JJJJ Manuel Hermia : «  Rajazz »

Igloo 2007

rajazz.jpgPour son album « Rajazz », alliance du ragga et du jazz, le saxophoniste belge Manuel Hermia  célèbre ses inspirations sous couvert d'un jazz classique, vigoureux et subtil à la fois. Autour d'un coltranisme non clairement revendiqué mais réel, Manuel Hermia construit. Il construit sa musique  autour de structures musicales empruntés aux musiques traditionnelles d'Asie, allant de la Chine à l'Inde, sur les fondements du jazz modal fortement développé sous l'ère Coltrane.

Pour  autant il ne s'agit pas de tentatives de fusion plus ou moins adroites de sonorités traditionnelles avec du jazz. Non, l'assimilation des structures ragga et l'utilisation des gammes pentatoniques est entières dans la musique d’Hermia. Cette assimilation lui sert à enrichir un jazz modal sur les morceaux coltraniens et un jazz tonal, chronologiquement plus classique, qu'on rencontre chez Dolphy, Mingus et consorts. D'où le rajazz.

Tout ce travail est très réussi avec inspiration, cultures et intelligence artistique.

Cet album est muni d' « objets » hétérogènes qui vivent en osmose et qui sont liés par des vertigineuses montées en tension qui ne connaissent ni essoufflement ni verbiage. Enfin, à part une, toutes les compositions sont écrites par le saxophoniste, ce qui confère à l’œuvre un côté authentique.

Le premier morceau « It's Just Me » est un rajazz très coltranien où Hermia nous démontre sa grande maitrise du soprano. « Internal Sigh » est toujours d'obédience coltranienne mais est plus personnel que le précédent. Curieusement « Rajazz #1 » a des sonorités hendersoniennes et se constitue de trois parties dont la première, plus libre que les deux autres, est véritablement un enchantement. Si « Contemplations » par McCoy Tyner est moins convaincant, « Awakening » et « Always Smiling » sont des réussites dans le travail d’Hermia dans un contexte hardbop. « Indian Suite », qui met clairement en exergue l'Inde et ses traditions musicales, et « Little Sonate for el Mundo » sont des pièces intérieures, graves et méditatives et rappellent Coltrane et Dolphy par l’utilisation de la flûte. Ces deux pièces lyriques sont probablement les deux pièces les plus abouties de l'opus.

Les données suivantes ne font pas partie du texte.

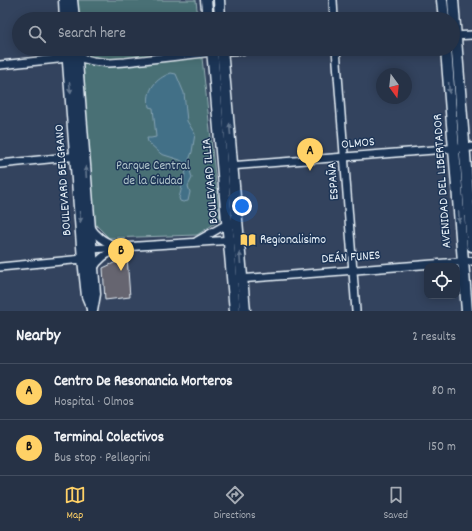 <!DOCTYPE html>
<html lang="en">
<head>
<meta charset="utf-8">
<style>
	body { margin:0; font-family:Dekko,sans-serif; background:#2e3a4d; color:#f1f3f6 }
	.controls { position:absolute; right:12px; bottom:12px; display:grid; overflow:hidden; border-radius:8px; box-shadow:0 2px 10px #0003 }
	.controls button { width:36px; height:36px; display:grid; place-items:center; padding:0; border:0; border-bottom:1px solid #424d5f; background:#263246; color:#f1f3f6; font:20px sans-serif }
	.compass { position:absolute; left:376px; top:68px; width:36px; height:36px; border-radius:50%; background:#263246; box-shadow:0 2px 10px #0003; rotate:165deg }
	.you { position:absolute; left:242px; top:206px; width:14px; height:14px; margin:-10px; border:3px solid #fff; border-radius:50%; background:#1a73e8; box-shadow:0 0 0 6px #1a73e833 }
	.badge { display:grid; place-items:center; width:26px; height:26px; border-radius:50%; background:#ffd166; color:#111; font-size:13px; font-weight:700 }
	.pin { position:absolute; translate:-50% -33px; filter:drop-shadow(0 1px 2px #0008) }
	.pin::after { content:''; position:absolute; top:21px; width:14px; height:12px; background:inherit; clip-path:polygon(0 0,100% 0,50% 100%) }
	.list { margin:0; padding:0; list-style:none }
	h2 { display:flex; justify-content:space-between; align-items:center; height:52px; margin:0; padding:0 16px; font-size:17px }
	h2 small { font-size:13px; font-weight:400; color:#a4aab3 }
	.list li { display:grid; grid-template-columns:26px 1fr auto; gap:12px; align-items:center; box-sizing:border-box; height:56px; padding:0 16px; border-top:1px solid #424d5f }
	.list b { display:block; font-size:15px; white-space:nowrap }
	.list p { margin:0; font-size:13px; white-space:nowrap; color:#a4aab3 }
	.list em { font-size:13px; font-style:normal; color:#a4aab3 }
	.icon { flex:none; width:22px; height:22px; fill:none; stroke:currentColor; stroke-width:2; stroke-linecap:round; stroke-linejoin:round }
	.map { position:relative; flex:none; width:472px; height:311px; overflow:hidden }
	.search { position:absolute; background:#263246; box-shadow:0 2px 10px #0003; left:12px; right:12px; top:12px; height:44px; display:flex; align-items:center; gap:10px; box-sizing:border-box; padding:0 14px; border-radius:22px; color:#a4aab3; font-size:15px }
	.sheet { height:164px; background:#263246 }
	nav { display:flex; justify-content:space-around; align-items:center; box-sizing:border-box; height:56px; border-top:1px solid #424d5f; background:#263246; font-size:11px; color:#a4aab3 }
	nav a { display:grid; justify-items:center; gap:2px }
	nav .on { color:#ffd166 }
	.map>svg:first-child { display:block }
	.green { fill:#487075; stroke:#98b0b6 }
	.water { fill:#436f87; stroke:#85a3b4 }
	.building { fill:#666570; stroke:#e8f1f8 }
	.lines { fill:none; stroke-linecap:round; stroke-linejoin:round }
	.street-casing { stroke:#e8f1f8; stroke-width:10 }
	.secondary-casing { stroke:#e8f1f8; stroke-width:13 }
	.street { stroke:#1d3557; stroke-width:7 }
	.secondary { stroke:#1d3557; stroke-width:10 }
	.oneway { fill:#64778f }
	.labels { text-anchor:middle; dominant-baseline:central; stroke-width:3; stroke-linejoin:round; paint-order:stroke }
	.street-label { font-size:13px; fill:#e8f1f8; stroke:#1d3557 }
	.park-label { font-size:13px; fill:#b0c4ca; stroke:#1d3557 }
	.poi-label { font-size:13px; fill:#e8f1f8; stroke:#1d3557; text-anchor:start }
</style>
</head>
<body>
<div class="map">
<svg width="472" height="311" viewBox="0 0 472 311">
	<rect width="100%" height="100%" fill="#33435e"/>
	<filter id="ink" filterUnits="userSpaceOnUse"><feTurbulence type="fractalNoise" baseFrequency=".025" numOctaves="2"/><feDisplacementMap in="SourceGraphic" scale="8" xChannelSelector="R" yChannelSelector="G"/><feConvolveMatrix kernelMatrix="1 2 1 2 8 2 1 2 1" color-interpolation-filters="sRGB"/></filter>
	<g filter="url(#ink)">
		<g class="green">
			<path d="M77 0H196L198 19H79Z"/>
			<path d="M81 49H201L220 220 197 235 109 238 95 224Z"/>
		</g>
		<path class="water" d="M171 73 176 74 184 93 187 121 195 134 192 152 188 163 192 178 188 186 190 192 188 201 183 202 180 201 179 198C182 188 183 179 186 171L184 163 180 160 161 154 148 142 147 138H151L156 137 153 108 149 107C146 90 155 79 171 73Z"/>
		<path class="building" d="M127 257 130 297 105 300 103 268Z"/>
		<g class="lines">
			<defs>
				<g id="street">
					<path d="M333 0 334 19"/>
					<path d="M453 36 472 35"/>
					<path d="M336 49 356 311"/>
					<path d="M0 65 77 57 93 61 109 63 125 62 213 52 267 49"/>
					<path d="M0 164 78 156"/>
					<path d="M229 166 472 147"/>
					<path d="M90 226C98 239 105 241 118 248 107 254 100 257 93 269"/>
					<path d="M197 241 227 224H232"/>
					<path d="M0 267 83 259 91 249 233 240"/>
					<path d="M239 279 472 261"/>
				</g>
				<g id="secondary">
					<path d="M64 0 65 19"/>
					<path d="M72 0 74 19"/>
					<path d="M206 0 208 19"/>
					<path d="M219 0 220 19"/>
					<path d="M442 0 444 19"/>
					<path d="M453 0 472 246"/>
					<path d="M67 49 83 259 87 296 92 308"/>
					<path d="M76 49 95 294 92 311"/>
					<path d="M212 49 235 311"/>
					<path d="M222 49 245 311"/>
					<path d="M446 49 467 311"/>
				</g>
			</defs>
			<use href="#street" class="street-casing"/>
			<use href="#secondary" class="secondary-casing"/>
			<use href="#street" class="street"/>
			<use href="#secondary" class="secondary"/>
		</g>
		<defs><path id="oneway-solid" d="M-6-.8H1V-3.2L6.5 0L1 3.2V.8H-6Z"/></defs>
		<g class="oneway">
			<use href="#oneway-solid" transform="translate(70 88) rotate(85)"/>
			<use href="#oneway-solid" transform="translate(449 88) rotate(86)"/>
			<use href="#oneway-solid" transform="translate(230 129) rotate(-95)"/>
			<use href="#oneway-solid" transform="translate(86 172) rotate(-94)"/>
			<use href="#oneway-solid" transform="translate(80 217) rotate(86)"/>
			<use href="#oneway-solid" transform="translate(459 217) rotate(86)"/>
			<use href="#oneway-solid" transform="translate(240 258) rotate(-95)"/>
		</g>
	</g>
	<defs>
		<symbol id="library-bare" viewBox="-9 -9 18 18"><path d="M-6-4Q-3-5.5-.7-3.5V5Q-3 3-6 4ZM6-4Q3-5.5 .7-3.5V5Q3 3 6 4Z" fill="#ffd166" stroke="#1d3557" stroke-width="2.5" paint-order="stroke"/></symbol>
	</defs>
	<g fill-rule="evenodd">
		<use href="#library-bare" x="237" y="229" width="22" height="22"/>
	</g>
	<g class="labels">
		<g class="street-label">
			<text transform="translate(358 144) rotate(-5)">OLMOS</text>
			<text transform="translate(64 180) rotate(-94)">BOULEVARD BELGRANO</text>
			<text transform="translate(211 181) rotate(-95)">BOULEVARD ILLIA</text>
			<text transform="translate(334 181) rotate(-94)">ESPAÑA</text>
			<text transform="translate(443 181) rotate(-94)">AVENIDAD DEL LIBERTADOR</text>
			<text transform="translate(351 258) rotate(-4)">DEÁN FUNES</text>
		</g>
		<g class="park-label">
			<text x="153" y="166">Parque Central<tspan x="153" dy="15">de la Ciudad</tspan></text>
		</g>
		<g class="poi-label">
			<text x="260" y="240">Regionalisimo</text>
		</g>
	</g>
</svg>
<div class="controls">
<button><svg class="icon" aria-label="locate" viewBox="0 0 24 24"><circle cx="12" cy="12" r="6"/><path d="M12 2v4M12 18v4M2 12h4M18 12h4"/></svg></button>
</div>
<svg class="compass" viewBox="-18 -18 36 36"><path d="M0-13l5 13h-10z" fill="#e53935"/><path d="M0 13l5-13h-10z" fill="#a4aab3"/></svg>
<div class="you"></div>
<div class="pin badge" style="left:310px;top:171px">A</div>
<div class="pin badge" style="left:121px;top:271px">B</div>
<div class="search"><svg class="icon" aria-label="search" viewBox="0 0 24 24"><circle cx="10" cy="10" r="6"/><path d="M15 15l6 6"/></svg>Search here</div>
</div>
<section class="sheet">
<h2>Nearby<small>2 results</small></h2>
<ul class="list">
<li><span class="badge">A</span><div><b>Centro De Resonancia Morteros</b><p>Hospital · Olmos</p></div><em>80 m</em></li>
<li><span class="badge">B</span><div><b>Terminal Colectivos</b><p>Bus stop · Pellegrini</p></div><em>150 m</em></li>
</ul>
</section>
<nav>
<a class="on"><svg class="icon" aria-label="map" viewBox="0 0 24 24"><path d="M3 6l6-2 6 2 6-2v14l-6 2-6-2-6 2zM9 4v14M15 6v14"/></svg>Map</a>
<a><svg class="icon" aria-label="directions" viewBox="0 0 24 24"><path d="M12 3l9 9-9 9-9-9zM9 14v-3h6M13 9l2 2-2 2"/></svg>Directions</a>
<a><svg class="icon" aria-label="saved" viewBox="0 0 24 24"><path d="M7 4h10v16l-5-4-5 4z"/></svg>Saved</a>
</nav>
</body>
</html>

Une fois n’est pas coutume, nous émettons une opinion d’auditeur affable.

De nouveau, nous avons à faire avec une musique dont John Coltrane est source d’inspirations. Ce type d'approche musicale est usuelle et ne surprend pas. On ne reproche pas à des musiciens d’honorer leurs inspirations et de leur rendre hommage. Non, il ne s’agit pas de cela.

Ce qui est dommageable, pour la musique et pour certains musiciens eux-mêmes, est que beaucoup d’entre eux créent leur musique autour de leurs influences en tentant de reproduire ce qui est, toutefois aujourd'hui, du passé.

Certes le résultat est le plus souvent de bon goût, quand les exécutants ont du talent, mais si peu novateur que l’œuvre en devient rapidement ennuyeuse. Il est courant que ces inspirations, nécessaires il faut le rappeler, étouffent la création de certains artistes et les empêchent de faire « leur » musique. Las d'entendre des beautés sans surprise, il serait temps que ces musiciens sachent, à l’instar d’Hermia, faire un travail d’assimilation puis d’intégration de leurs propres ressources afin qu’il serve leur musique.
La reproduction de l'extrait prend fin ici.